* WORK INSTRUCTION *
Search the data below, and report every line in which "this" occurs.

* DATA UNDER STUDY *
== Segment start ==

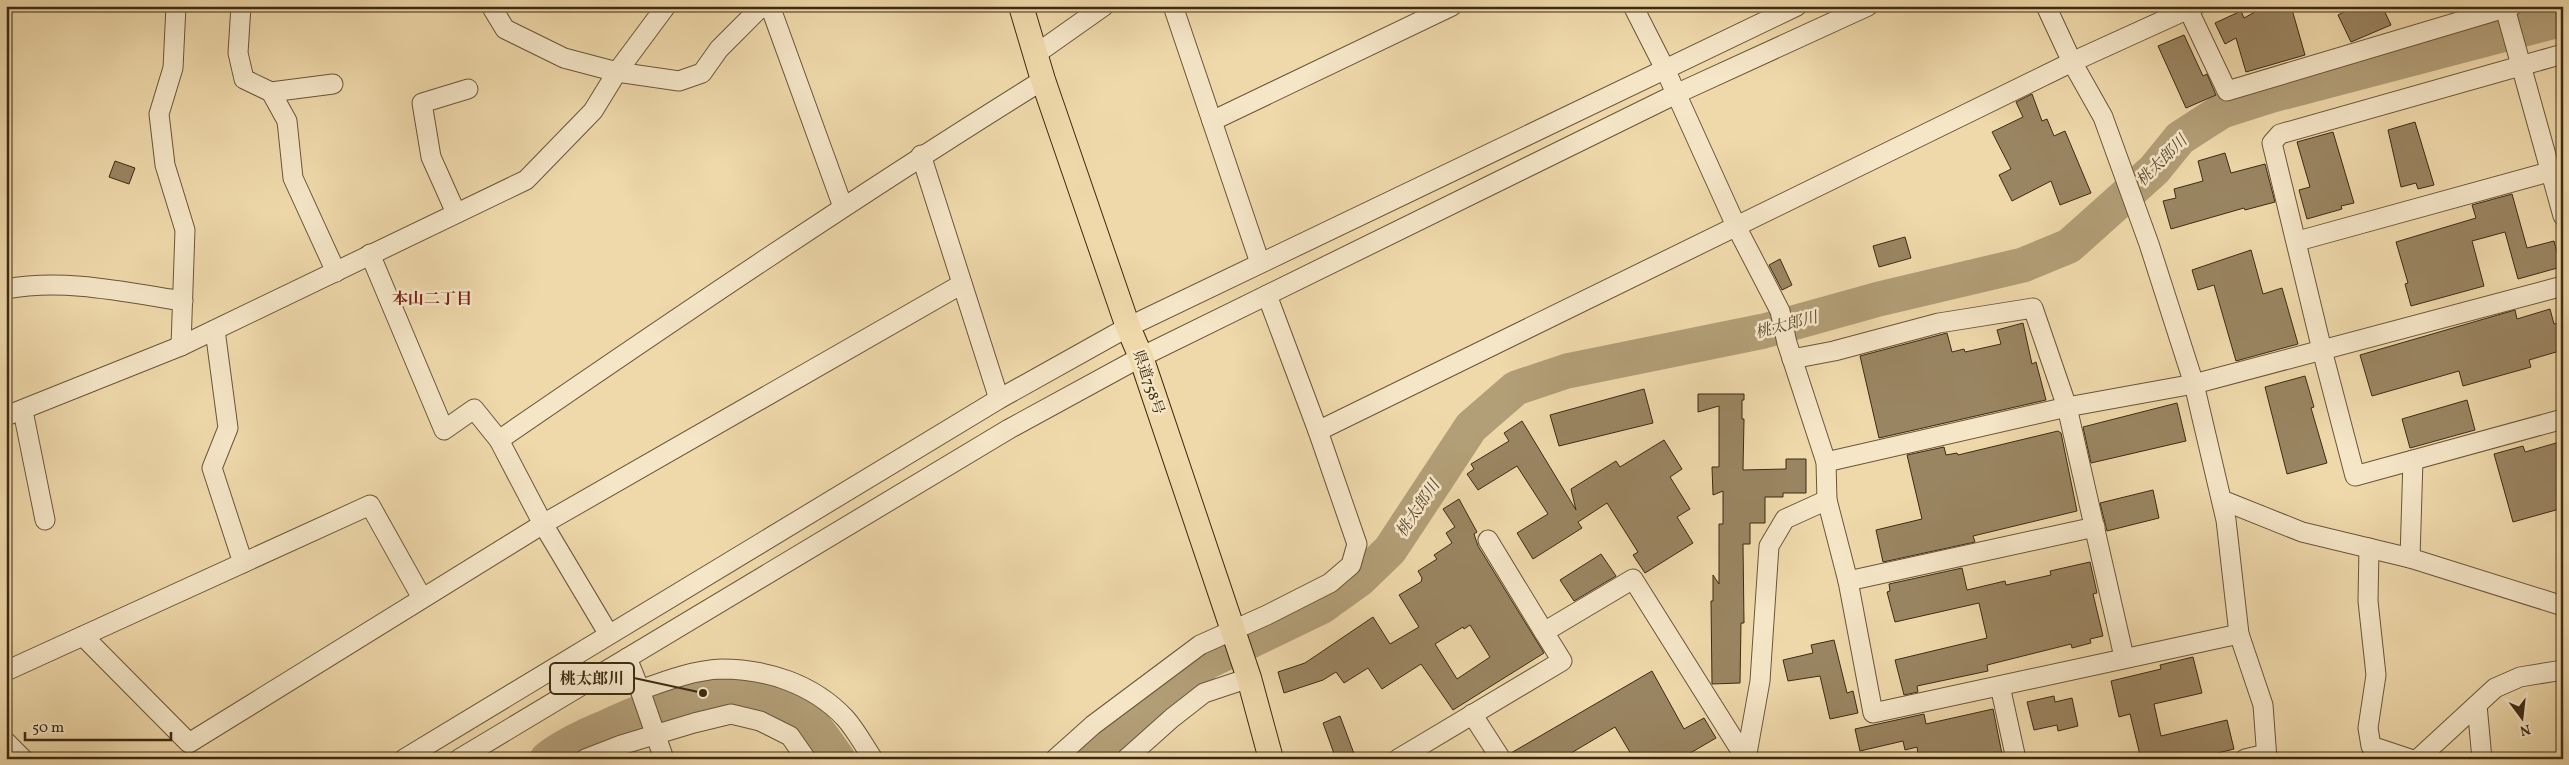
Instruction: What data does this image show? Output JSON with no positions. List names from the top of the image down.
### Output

== Segment end ==
== Segment start ==

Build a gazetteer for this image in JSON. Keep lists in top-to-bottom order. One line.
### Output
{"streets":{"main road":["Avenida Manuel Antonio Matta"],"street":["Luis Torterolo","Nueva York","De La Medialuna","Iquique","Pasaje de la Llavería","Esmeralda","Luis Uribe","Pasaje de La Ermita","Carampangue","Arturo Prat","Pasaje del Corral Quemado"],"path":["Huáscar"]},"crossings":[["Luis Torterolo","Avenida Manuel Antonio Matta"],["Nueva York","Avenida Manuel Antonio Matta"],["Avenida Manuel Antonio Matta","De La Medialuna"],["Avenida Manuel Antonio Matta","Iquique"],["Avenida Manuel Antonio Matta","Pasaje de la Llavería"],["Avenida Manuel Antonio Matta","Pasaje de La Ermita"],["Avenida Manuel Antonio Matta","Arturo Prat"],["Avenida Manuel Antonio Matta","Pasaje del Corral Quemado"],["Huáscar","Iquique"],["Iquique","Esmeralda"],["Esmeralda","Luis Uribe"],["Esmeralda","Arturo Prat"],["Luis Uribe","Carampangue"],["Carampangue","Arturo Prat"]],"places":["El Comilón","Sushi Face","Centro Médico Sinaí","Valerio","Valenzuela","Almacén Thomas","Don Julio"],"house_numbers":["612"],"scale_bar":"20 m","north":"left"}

== Segment end ==
== Segment start ==

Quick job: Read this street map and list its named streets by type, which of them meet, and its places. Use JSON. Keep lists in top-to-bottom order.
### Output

== Segment end ==

* EXERCISE RESULT *
Instruction: What data does this image show? Output JSON with no positions. List names from the top of the image down.
Build a gazetteer for this image in JSON. Keep lists in top-to-bottom order. One line.
Quick job: Read this street map and list its named streets by type, which of them meet, and its places. Use JSON. Keep lists in top-to-bottom order.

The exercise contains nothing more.